For extra security, a Service Account can use an SSH2 Public Key (i.e., certificate-based authentication ), which will typically begin with the comments `---- BEGIN SSH2 PUBLIC KEY ----` and end with `---- END SSH2 PUBLIC KEY ----`.

![](https://cdn.us.document360.io/cd8ea7a6-07f3-4846-a554-627ac016d3e3/Images/Documentation/pk.jpg)

## 

## Path restriction

Enabling **Path Restriction** is recommended since it limits access to specific folders in the SFTP area.

Enter a file path to allow a user access to those folders and any subfolders they contain. To permit access to the incoming and outgoing folders, enter `/incoming/vendor_name/` and `/outgoing/vendor_name/` on separate lines. If no path restriction is specified, the account can read and write files and folders from all folders.

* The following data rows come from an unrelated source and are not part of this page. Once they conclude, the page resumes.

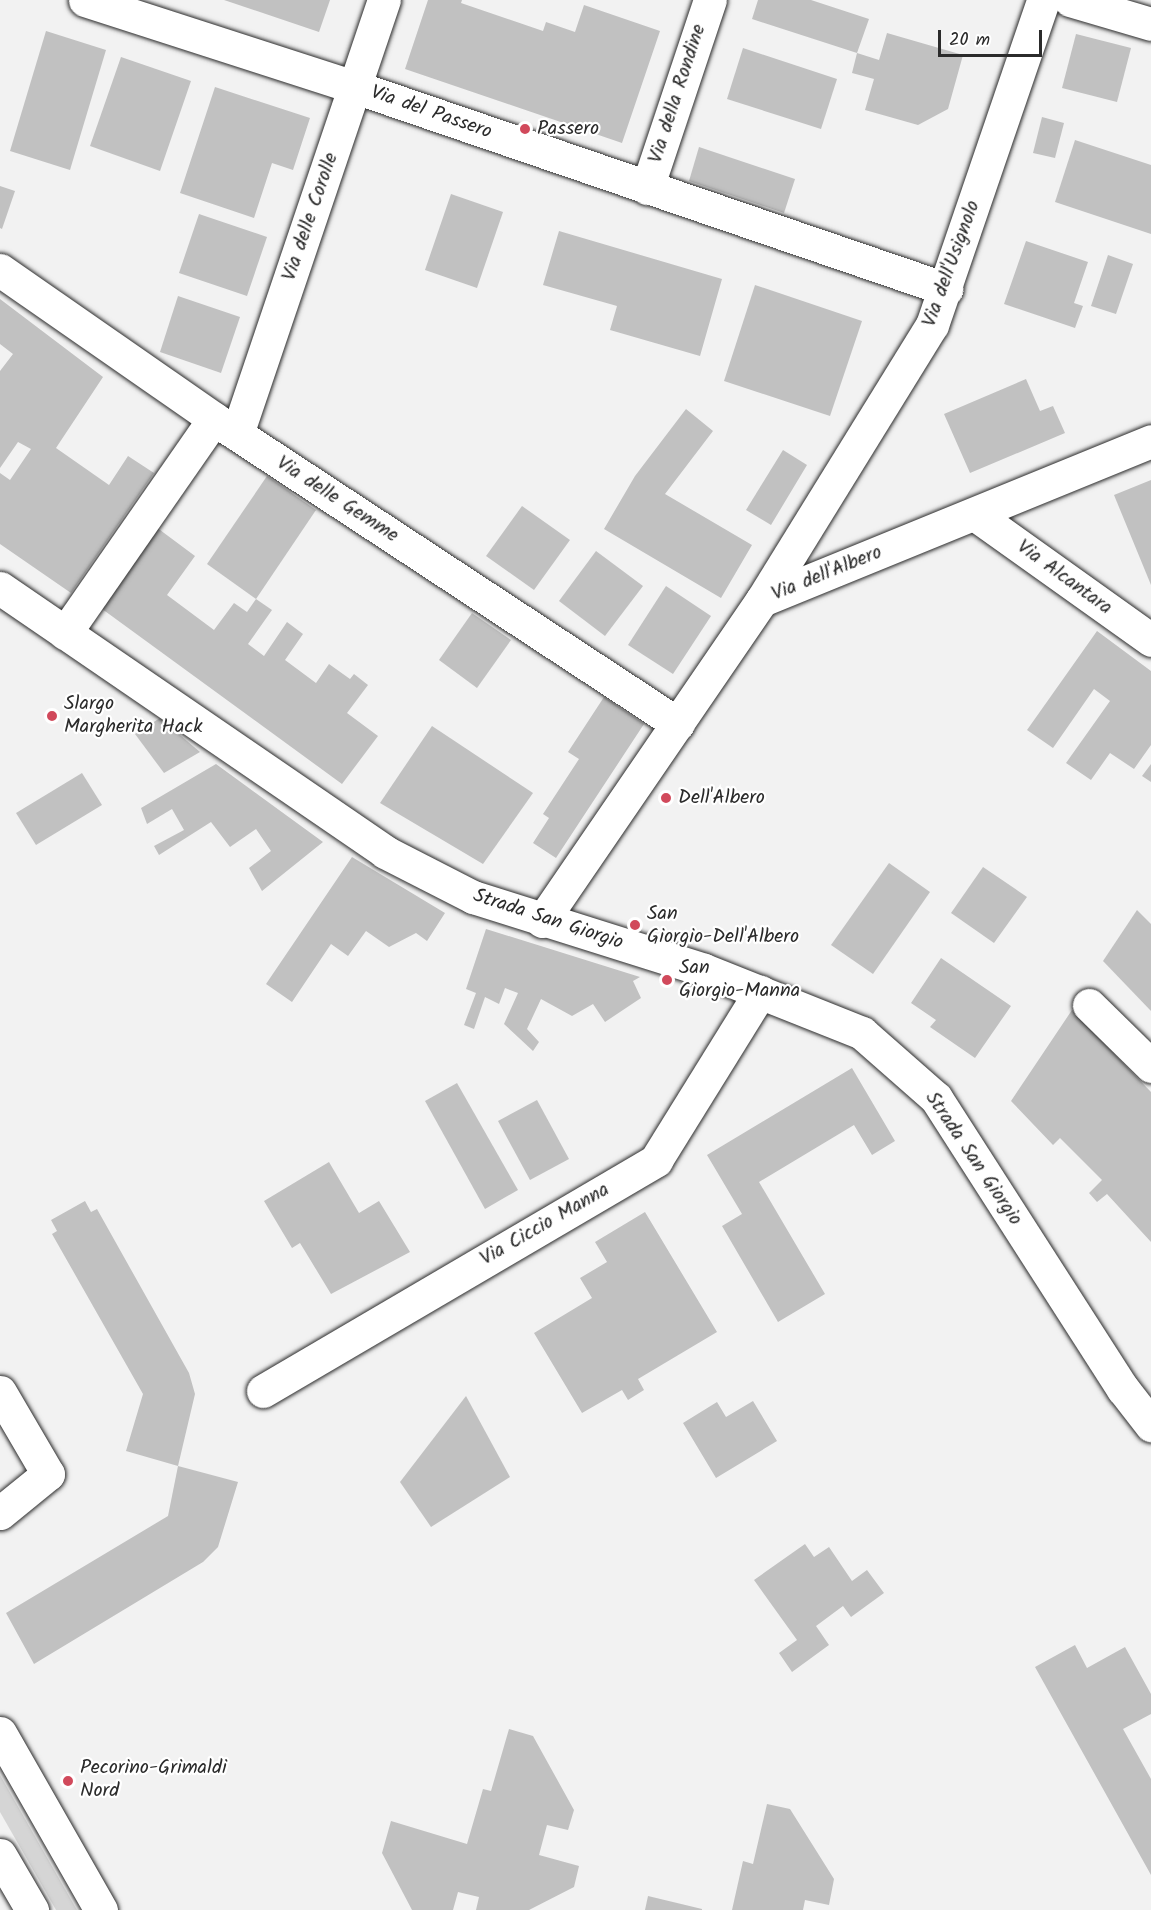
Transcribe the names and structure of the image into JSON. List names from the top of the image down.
{
  "streets": {
    "street": [
      "Via della Rondine",
      "Via del Passero",
      "Via delle Corolle",
      "Via dell'Usignolo",
      "Via delle Gemme",
      "Via dell'Albero",
      "Via Alcantara",
      "Strada San Giorgio",
      "Via Ciccio Manna"
    ]
  },
  "crossings": [
    ["Via della Rondine", "Via del Passero"],
    ["Via del Passero", "Via delle Corolle"],
    ["Via del Passero", "Via dell'Usignolo"],
    ["Via delle Corolle", "Via delle Gemme"],
    ["Via delle Corolle", "Strada San Giorgio"],
    ["Via dell'Usignolo", "Via dell'Albero"],
    ["Via delle Gemme", "Via dell'Albero"],
    ["Via dell'Albero", "Via Alcantara"],
    ["Via dell'Albero", "Strada San Giorgio"],
    ["Strada San Giorgio", "Via Ciccio Manna"]
  ],
  "places": [
    "Passero",
    "Slargo Margherita Hack",
    "Dell'Albero",
    "San Giorgio-Dell'Albero",
    "San Giorgio-Manna",
    "Pecorino-Grimaldi Nord"
  ],
  "scale_bar": "20 m"
}
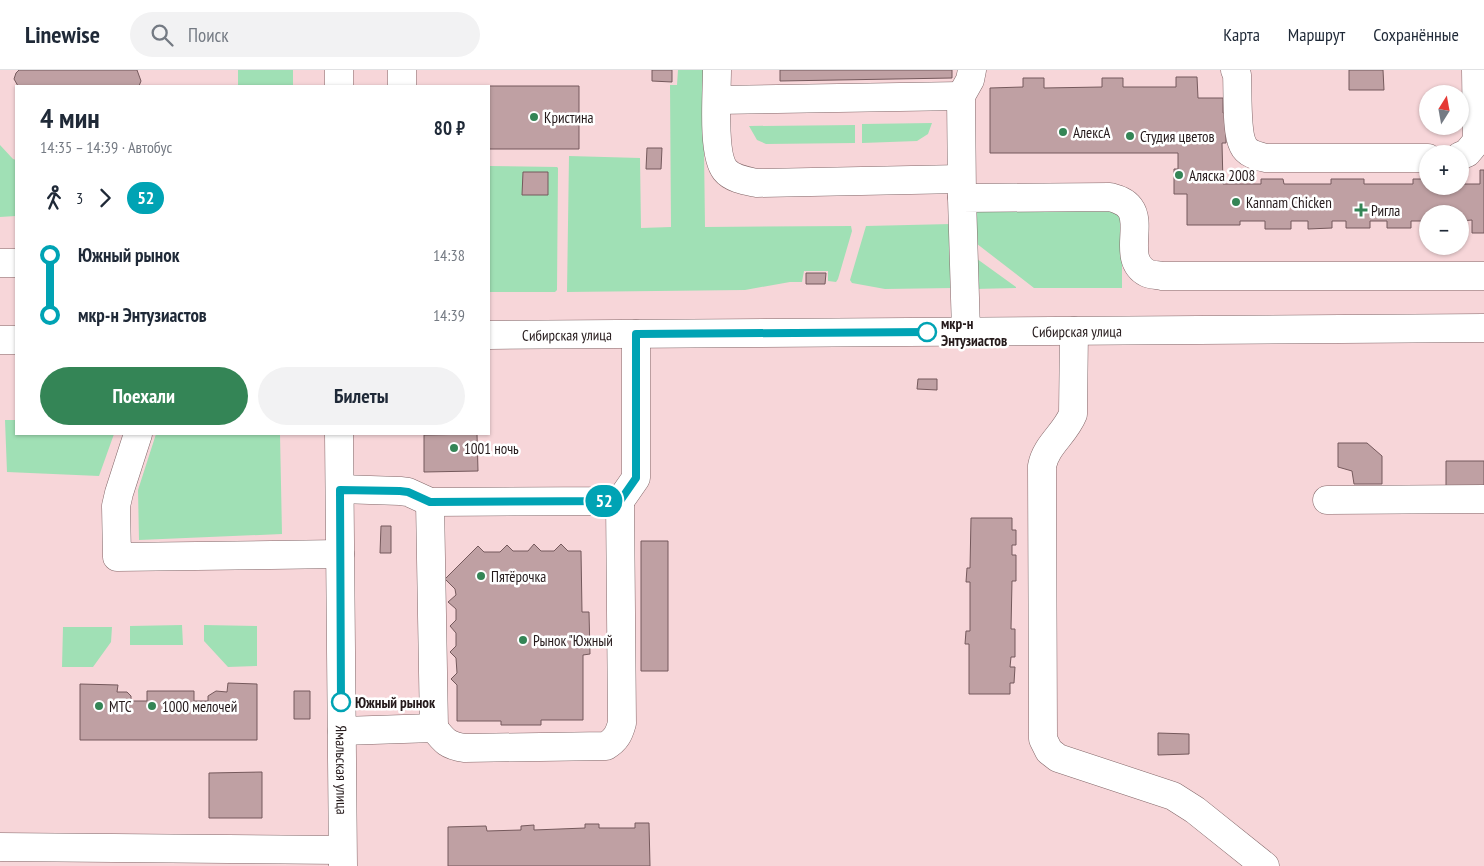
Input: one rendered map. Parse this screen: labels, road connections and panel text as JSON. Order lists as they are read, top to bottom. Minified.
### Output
{"streets":{"main road":["Сибирская улица","Ямальская улица"]},"places":{"other":["Кристина","АлексА","Студия цветов","Аляска 2008","Kannam Chicken","мкр-н Энтузиастов","1001 ночь","Пятёрочка","Рынок \"Южный","Южный рынок","МТС","1000 мелочей"],"health":["Ригла"]},"lines":["bus line 52"],"north":"top","page":{"header":"Linewise","search":"Поиск","nav":["Карта","Маршрут","Сохранённые"],"on_map":"52","map_buttons":["+","−"],"heading":["4 мин","14:35 – 14:39 · Автобус","80 ₽"],"legs":["3","52"],"list":[{"name":"Южный рынок","value":"14:38"},{"name":"мкр-н Энтузиастов","value":"14:39"}],"buttons":["Поехали","Билеты"]}}
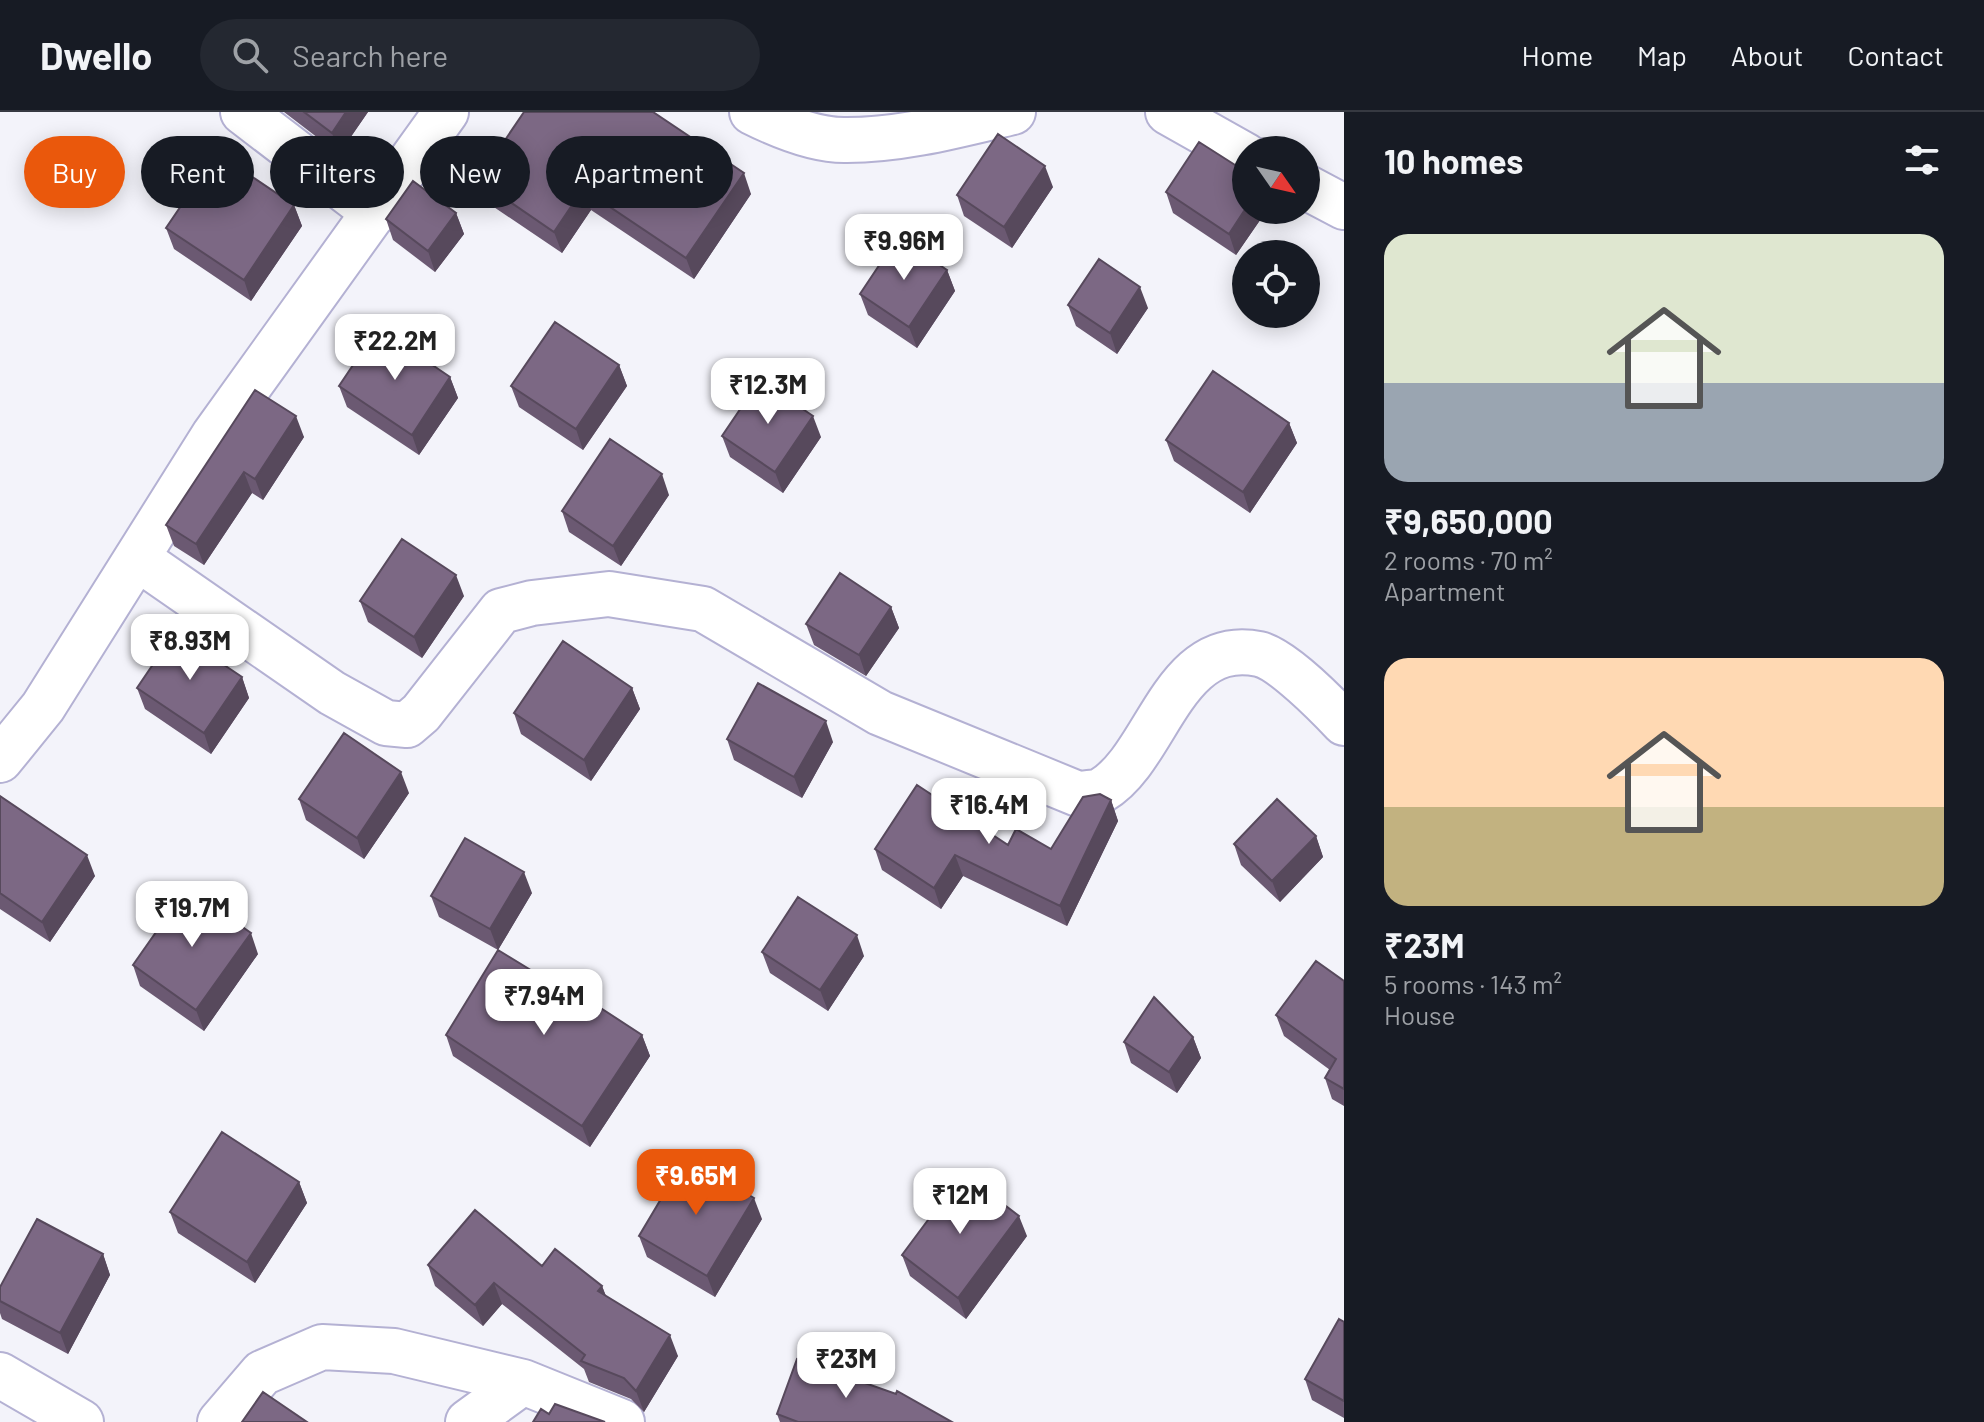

📖 [Create new SFTP folders](/v1/docs/locating-sftp-files-sftp-folders)

> [!CAUTION]
> 🔔 Important
> 
> Make sure that the specified folder in the Path Restriction setting exists, or the user or service account will not be able to access the SFTP site. To create the folder, manually connect to the SFTP site externally (using a client that supports the SFTP protocol) or create it by setting it as the Import Path/Mask on a Source Format's Import Automation tab.

## Allowed networks (required)

Enter any IP addresses or [CIDR subnet ranges](/v1/docs/cidr-notation-for-ip-subnets) here where access should be allowed.

- Commas should separate multiple IP addresses or ranges.
- Test environments need all desired IP addresses to be allowed on a production database.
- Allowed Networks currently accepts only IPv4 addresses.
- Make sure to use the public-facing IP address rather than an internal IP address.